Task to carry out
Lines in the listing below that contain the string "above" are to be found and copied.
[Opening Data for review section]
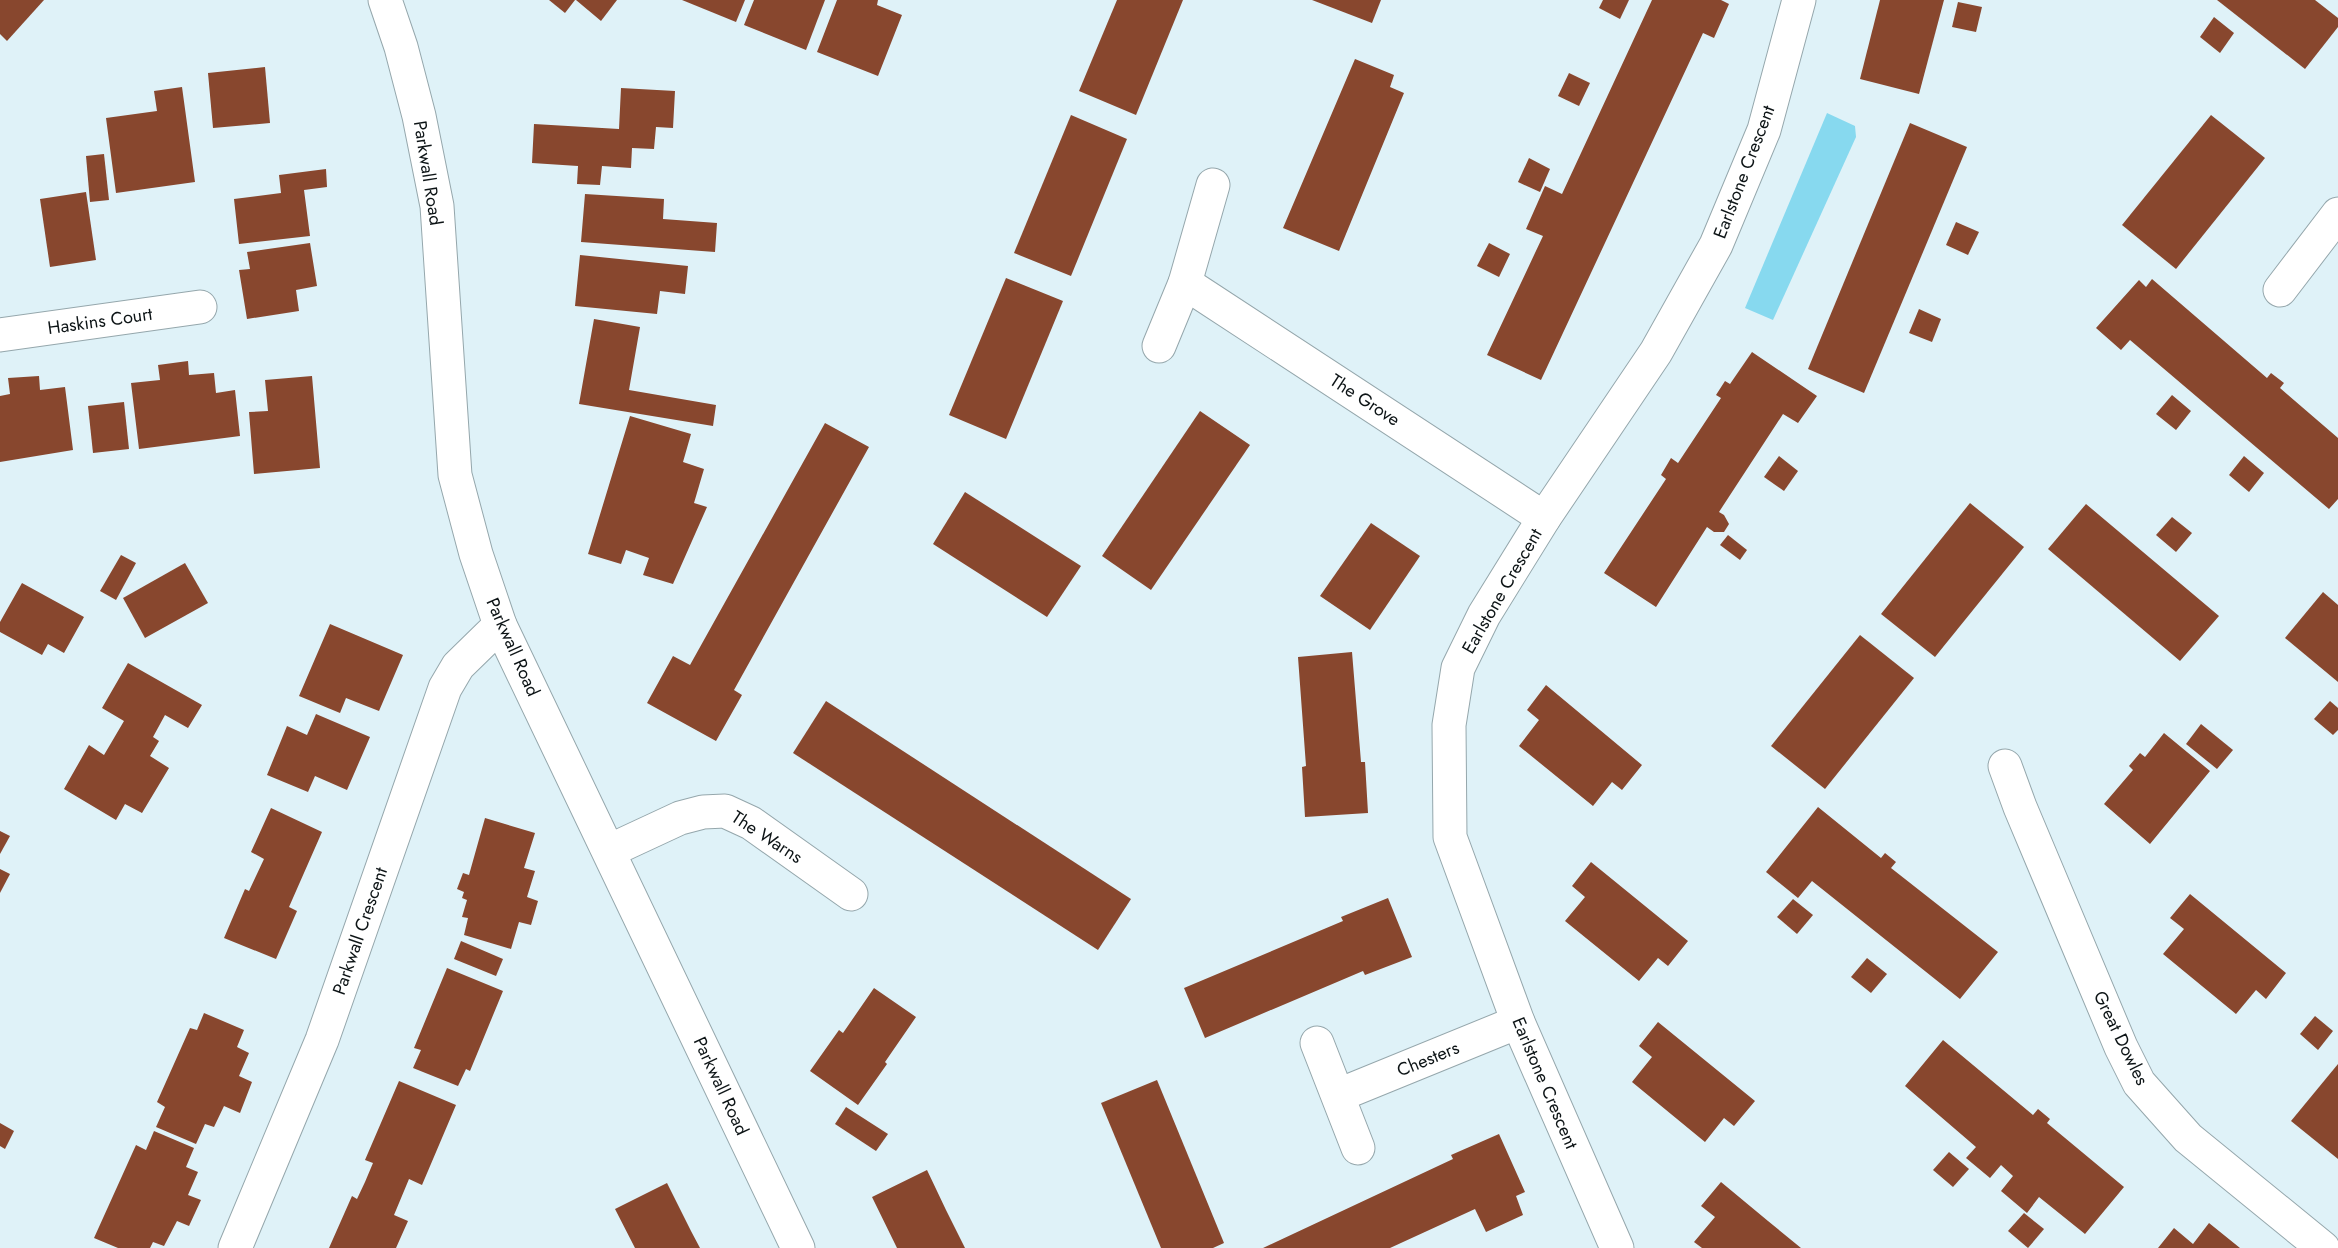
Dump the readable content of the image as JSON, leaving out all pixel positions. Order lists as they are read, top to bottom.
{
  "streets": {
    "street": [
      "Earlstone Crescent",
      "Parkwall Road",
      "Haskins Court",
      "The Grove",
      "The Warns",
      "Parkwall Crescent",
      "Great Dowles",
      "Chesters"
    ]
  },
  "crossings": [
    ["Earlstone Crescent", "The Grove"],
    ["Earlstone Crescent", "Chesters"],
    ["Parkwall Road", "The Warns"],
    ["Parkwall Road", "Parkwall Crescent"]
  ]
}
[Closing Data for review section]
[Opening Data for review section]
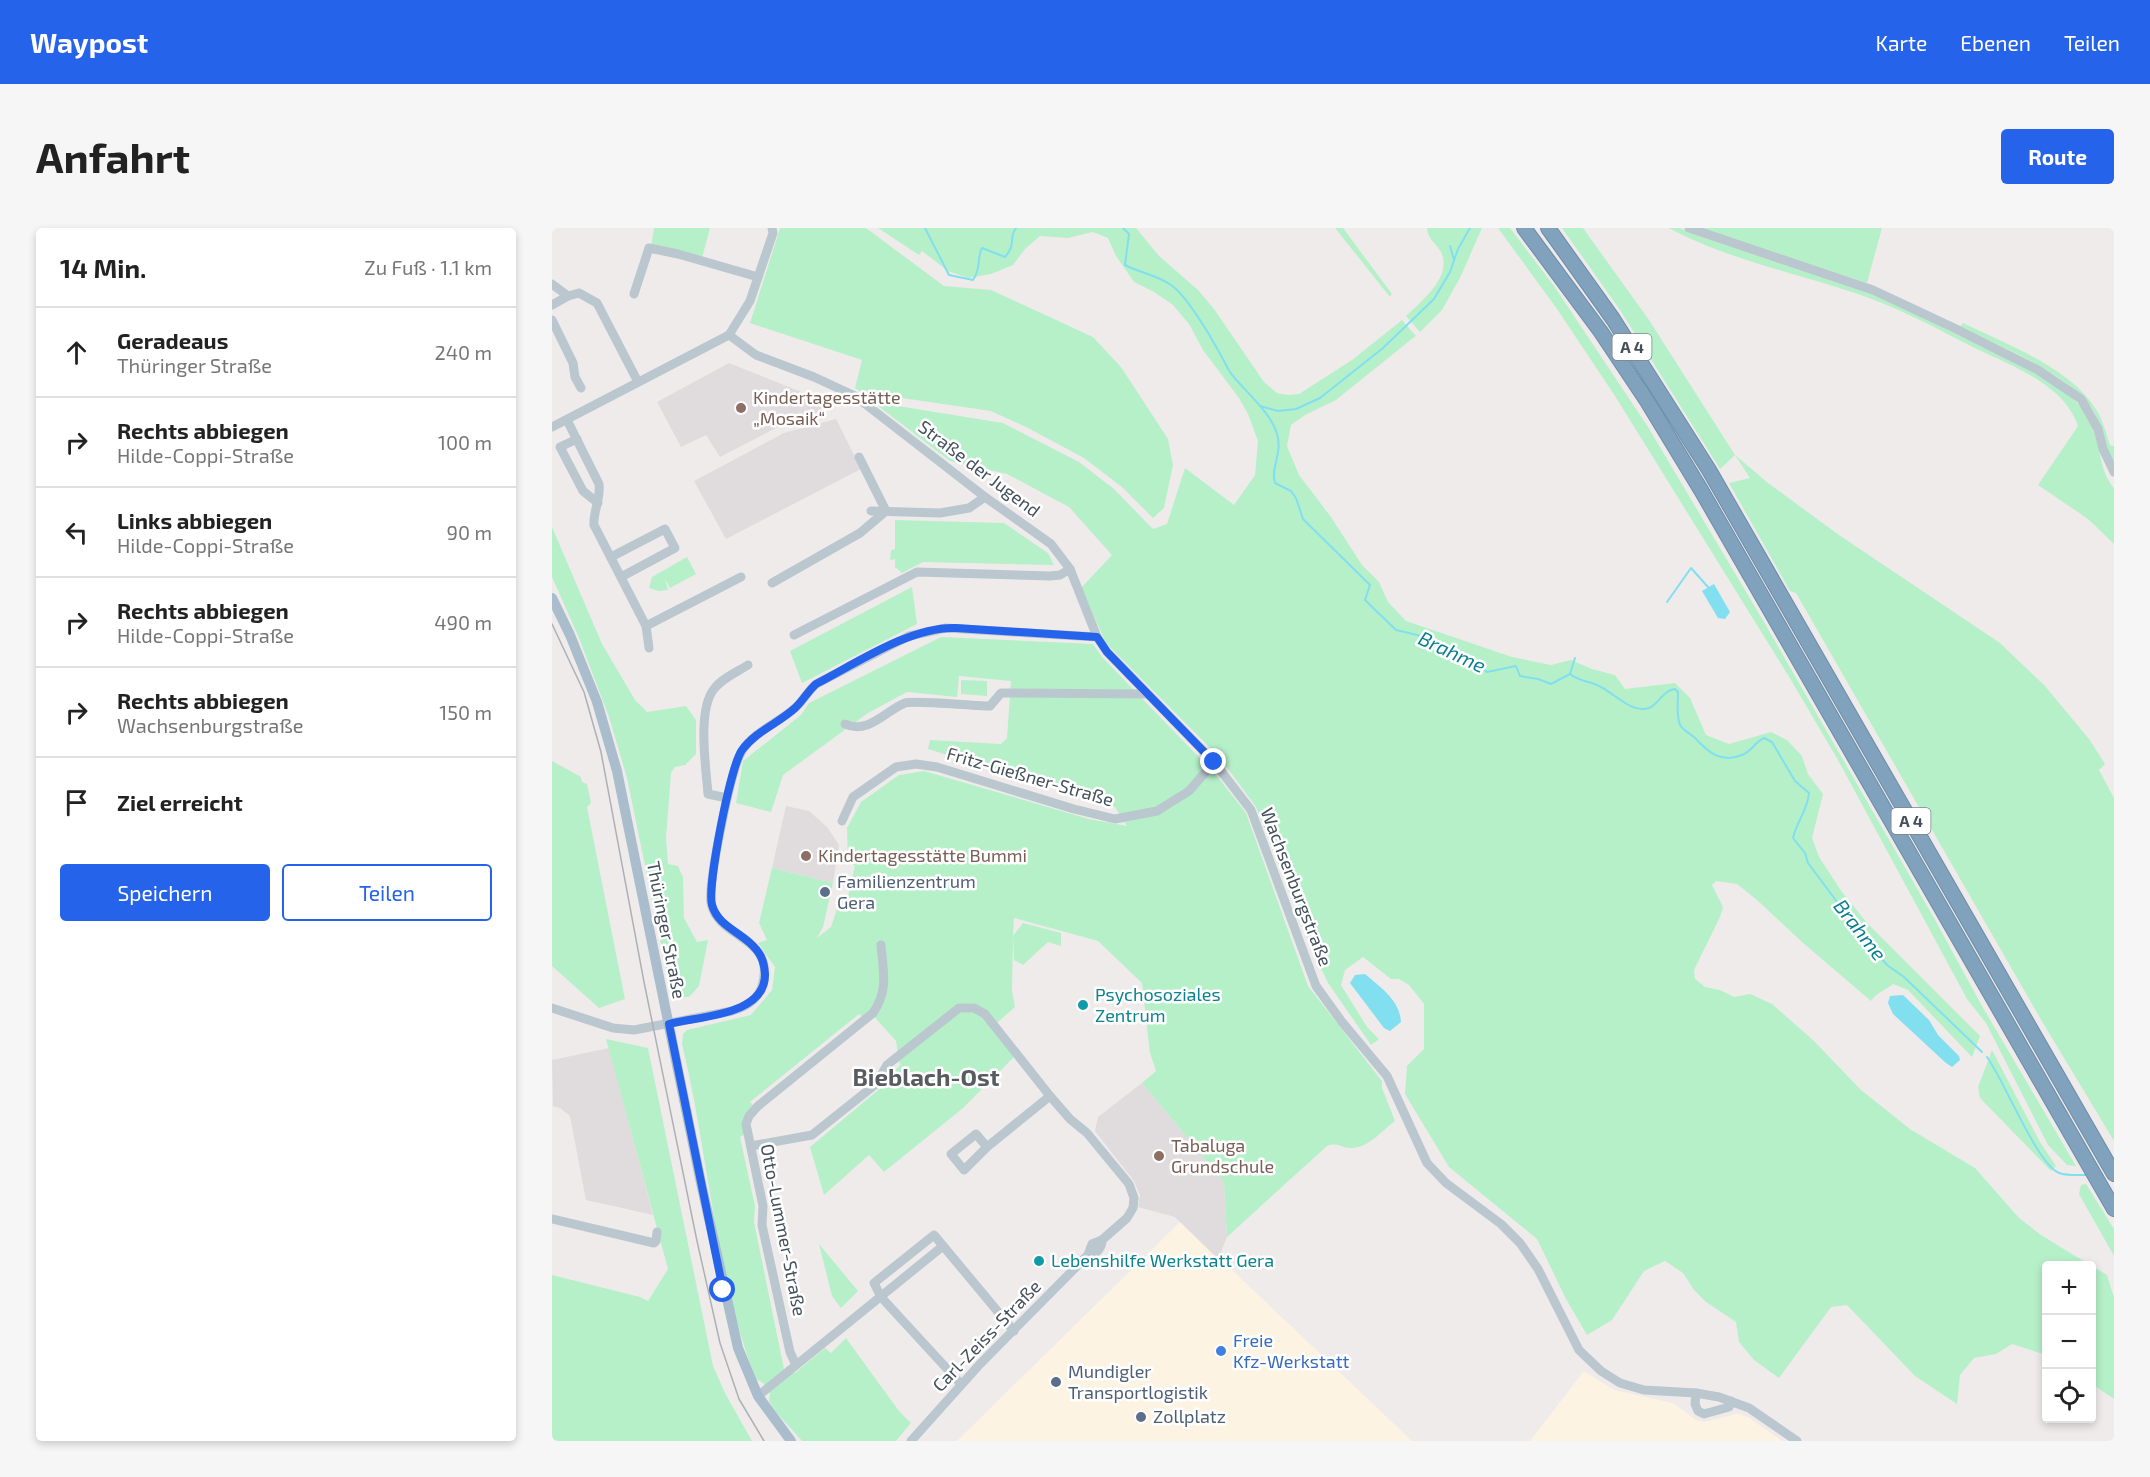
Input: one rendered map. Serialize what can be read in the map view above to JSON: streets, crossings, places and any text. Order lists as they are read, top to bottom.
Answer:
[Closing Data for review section]
[Opening Data for review section]
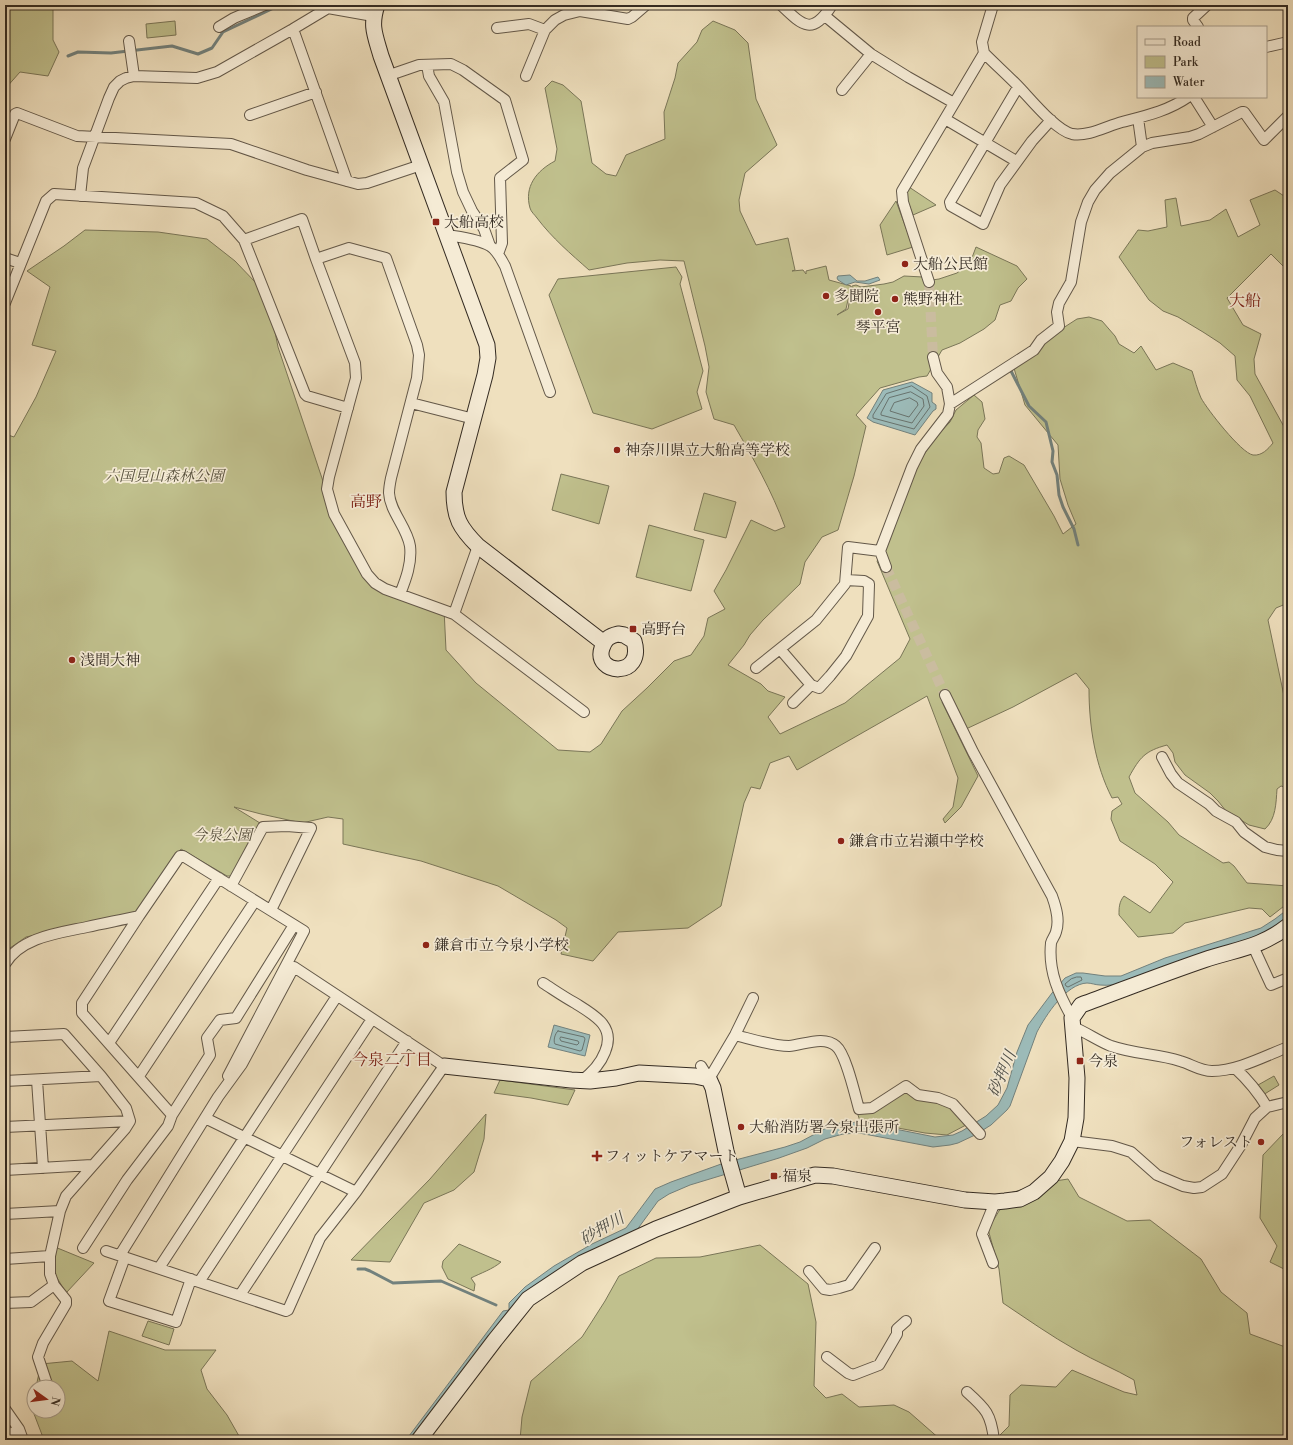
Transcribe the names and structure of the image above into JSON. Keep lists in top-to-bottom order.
[Closing Data for review section]
Answer section
Input: one rendered map. Serialize what can be read in the map view above to JSON: streets, crossings, places and any text. Order lists as they are read, top to bottom.
Transcribe the names and structure of the image above into JSON. Keep lists in top-to-bottom order.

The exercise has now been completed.